Fast STL data structure

Discussion in 'C++' started by tim.lino@gmail.com, May 1, 2007.

  1. Guest

    Hello,

    I would like to use C++ STL to store a set of Object's which is as
    follows:

    class Object
    {
    public:
    int value;
    ......
    }

    I need to perform the following actions:

    1. Sort Objects in the increasing order of their "value".
    2. After sorting, I need to randomly access some of the Objects.

    As I know, vector is very efficient in random access. However, sorting
    vector of size n takes O(nlog n) time which is not good.

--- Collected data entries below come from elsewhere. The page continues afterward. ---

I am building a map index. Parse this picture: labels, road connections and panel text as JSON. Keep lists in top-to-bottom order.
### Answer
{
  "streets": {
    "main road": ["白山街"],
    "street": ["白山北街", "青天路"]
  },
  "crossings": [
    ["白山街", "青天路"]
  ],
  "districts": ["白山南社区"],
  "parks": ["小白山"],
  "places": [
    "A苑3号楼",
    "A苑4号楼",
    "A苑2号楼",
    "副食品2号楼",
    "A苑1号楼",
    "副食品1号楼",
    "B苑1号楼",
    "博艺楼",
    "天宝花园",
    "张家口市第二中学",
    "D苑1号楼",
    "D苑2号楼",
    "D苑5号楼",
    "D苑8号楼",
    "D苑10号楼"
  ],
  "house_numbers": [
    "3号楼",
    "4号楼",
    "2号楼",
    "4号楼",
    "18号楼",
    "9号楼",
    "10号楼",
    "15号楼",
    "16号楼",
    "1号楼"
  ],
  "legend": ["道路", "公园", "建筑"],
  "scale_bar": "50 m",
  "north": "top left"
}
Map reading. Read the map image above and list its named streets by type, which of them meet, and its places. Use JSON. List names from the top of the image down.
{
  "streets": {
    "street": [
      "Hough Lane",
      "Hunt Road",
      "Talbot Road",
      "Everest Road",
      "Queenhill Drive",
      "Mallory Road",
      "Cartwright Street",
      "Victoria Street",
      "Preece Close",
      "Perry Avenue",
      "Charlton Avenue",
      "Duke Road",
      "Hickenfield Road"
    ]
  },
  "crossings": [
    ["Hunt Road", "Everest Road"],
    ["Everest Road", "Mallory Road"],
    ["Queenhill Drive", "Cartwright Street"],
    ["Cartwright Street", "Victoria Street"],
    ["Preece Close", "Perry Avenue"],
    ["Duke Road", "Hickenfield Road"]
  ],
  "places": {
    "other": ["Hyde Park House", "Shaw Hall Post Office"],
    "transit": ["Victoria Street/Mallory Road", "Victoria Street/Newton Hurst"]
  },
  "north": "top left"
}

    Is there a good data structure (or a combination of some) such that it
    is efficient in random access and sorting?

    Thank You.
    , May 1, 2007
    #1
    1. Advertising

  2. wrote:
    > I would like to use C++ STL to store a set of Object's which is as
    > follows:
    >
    > class Object
    > {
    > public:
    > int value;
    > ......
    > }
    >
    > I need to perform the following actions:
    >
    > 1. Sort Objects in the increasing order of their "value".
    > 2. After sorting, I need to randomly access some of the Objects.
    >
    > As I know, vector is very efficient in random access. However, sorting
    > vector of size n takes O(nlog n) time which is not good.
    >
    > Is there a good data structure (or a combination of some) such that it
    > is efficient in random access and sorting?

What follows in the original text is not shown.